Duração: 120 minutos
atividade presencial
Grátis
Local: CPF - 4º Andar
Data e horário
Dia 11/9, sexta, das 19h30 às 21h30.
Em uma longa conversa entre Hal Foster e Benjamin Buchloh, publicada recentemente em livro, há um momento em que eles se interrogam sobre seus repertórios para lidar com a cena artística atual. Buchloh, de forma corajosa, explicita sua impotência: “Por alguma razão sinto-me incapaz, apesar de me esforçar, de suspender meus critérios para enfrentar a produção artística, tanto
local, como global.
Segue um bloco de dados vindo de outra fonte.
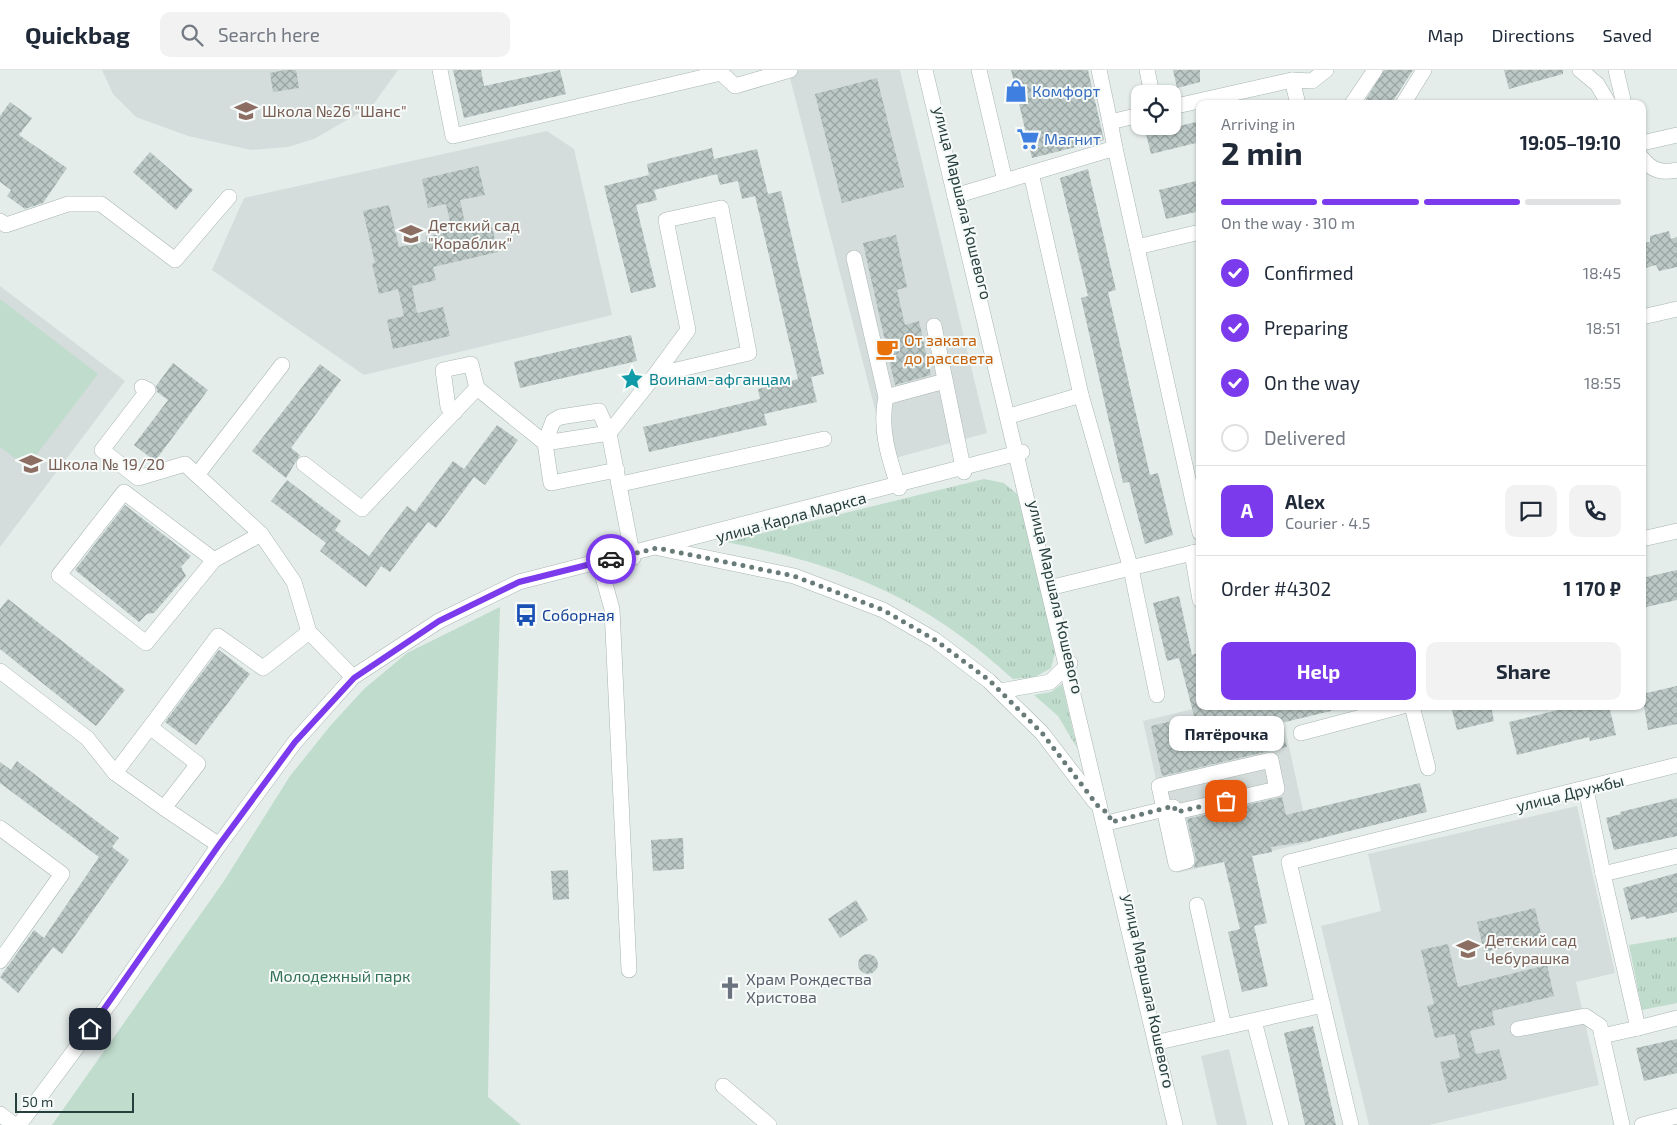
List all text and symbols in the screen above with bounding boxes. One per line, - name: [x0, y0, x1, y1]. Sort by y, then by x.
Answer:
- search box: [160, 12, 510, 57]
- text: Quickbag: [25, 20, 130, 49]
- icon: search: [178, 21, 206, 49]
- text: Search here: [218, 23, 320, 46]
- text: Map: [1427, 24, 1464, 46]
- text: Directions: [1492, 24, 1575, 46]
- text: Saved: [1603, 24, 1652, 46]
- shop icon: Комфорт: [1003, 78, 1029, 104]
- place label: Комфорт: [1032, 81, 1101, 100]
- map controls: [1131, 85, 1181, 135]
- button: locate: [1131, 85, 1181, 135]
- school or university icon: Школа №26 "Шанс": [233, 98, 259, 124]
- place label: Школа №26 "Шанс": [262, 101, 407, 120]
- street label: улица Маршала Кошевого: [929, 104, 997, 302]
- text: Arriving in: [1221, 114, 1295, 133]
- supermarket icon: Магнит: [1015, 126, 1041, 152]
- place label: Магнит: [1044, 129, 1101, 148]
- text: 19:05–19:10: [1520, 131, 1621, 154]
- text: 2 min: [1221, 133, 1303, 171]
- text: On the way · 310 m: [1221, 213, 1355, 232]
- place label: Детский сад "Кораблик": [428, 215, 520, 252]
- school or university icon: Детский сад "Кораблик": [398, 221, 424, 247]
- icon: check: [1221, 259, 1249, 287]
- text: Confirmed: [1264, 261, 1354, 284]
- text: 18:45: [1583, 263, 1621, 282]
- icon: check: [1221, 314, 1249, 342]
- text: Preparing: [1264, 316, 1348, 339]
- text: 18:51: [1586, 318, 1621, 337]
- place label: От заката до рассвета: [904, 330, 994, 367]
- cafe icon: От заката до рассвета: [874, 336, 900, 362]
- place icon: Воинам-афганцам: [619, 366, 645, 392]
- place label: Воинам-афганцам: [649, 369, 791, 388]
- icon: check: [1221, 369, 1249, 397]
- text: On the way: [1264, 371, 1360, 394]
- text: 18:55: [1584, 373, 1621, 392]
- text: Delivered: [1264, 426, 1346, 449]
- school or university icon: Школа № 19/20: [18, 451, 44, 477]
- place label: Школа № 19/20: [48, 454, 165, 473]
- button: chat: [1505, 485, 1557, 537]
- button: phone: [1569, 485, 1621, 537]
- street label: улица Карла Маркса: [714, 487, 868, 547]
- text: Alex: [1285, 490, 1325, 513]
- street label: улица Маршала Кошевого: [1024, 498, 1088, 696]
- text: A: [1241, 499, 1253, 522]
- text: Courier · 4.5: [1285, 513, 1370, 532]
- courier: [586, 534, 636, 584]
- icon: car: [597, 545, 625, 573]
- text: Order #4302: [1221, 577, 1331, 600]
- text: 1 170 ₽: [1563, 577, 1621, 600]
- bus stop icon: Соборная: [513, 602, 539, 628]
- place label: Соборная: [542, 605, 615, 624]
- button: Help: [1221, 642, 1416, 700]
- button: Share: [1426, 642, 1621, 700]
- callout: Пятёрочка: [1168, 716, 1284, 751]
- text: Пятёрочка: [1185, 724, 1268, 743]
- street label: улица Дружбы: [1514, 770, 1626, 816]
- pin: [1205, 780, 1247, 822]
- icon: bag: [1212, 787, 1240, 815]
- street label: улица Маршала Кошевого: [1119, 892, 1179, 1090]
- place label: Детский сад Чебурашка: [1485, 930, 1577, 968]
- school or university icon: Детский сад Чебурашка: [1455, 936, 1481, 962]
- park label: Молодежный парк: [269, 966, 411, 985]
- place label: Храм Рождества Христова: [746, 969, 872, 1006]
- church icon: Храм Рождества Христова: [717, 975, 743, 1001]
- pin: [69, 1008, 111, 1050]
- icon: home: [76, 1015, 104, 1043]
- scale bar: [15, 1090, 134, 1113]
- text: 50 m: [22, 1093, 53, 1110]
Sigo fazendo as mesmas perguntas, comparando tudo com meus “deuses” artísticos: será que estão à altura de Duchamp, de Mondrian, de Warhol? E daí me vejo como esse homem branco arrogante, um fóssil mesmo, que não percebe que esses critérios não dão mais conta de tudo.”
Mais recentemente, a inscrição identitária do(a) artista mobilizou novas narrativas visuais e outras demandas poéticas. Tal diversidade de corpos convoca outros modos de ser para as obras e abre modos de sentir heterogêneos. Como incluir estes deslocamentos, sem que isso implique retomar uma dinâmica representacional para a arte, que engessa a dimensão subjetiva da experiência estética – lugar por excelência da imaginação produtiva? Diante da necessidade de repensarmos a relação entre obra, autoria e autonomia a palestra propõe algumas questões a serem debatidas neste encontro: como pensar o engajamento identitário do/da artista sem renunciar à abertura significante da obra? Como repensar a possibilidade de um(a) espectador(a) emancipado(a) para além do reconhecimento ético e político dos lugares específicos de sentir e de fala? Como trabalhar a negociação e o atrito entre universos de sentido que parecem muitas vezes incompossíveis? Sem enfrentarmos os riscos destas “zonas de contato” entre mundos heterogêneos, ficaremos reféns da disjuntiva improdutiva entre a adesão vazia ou a recusa cega.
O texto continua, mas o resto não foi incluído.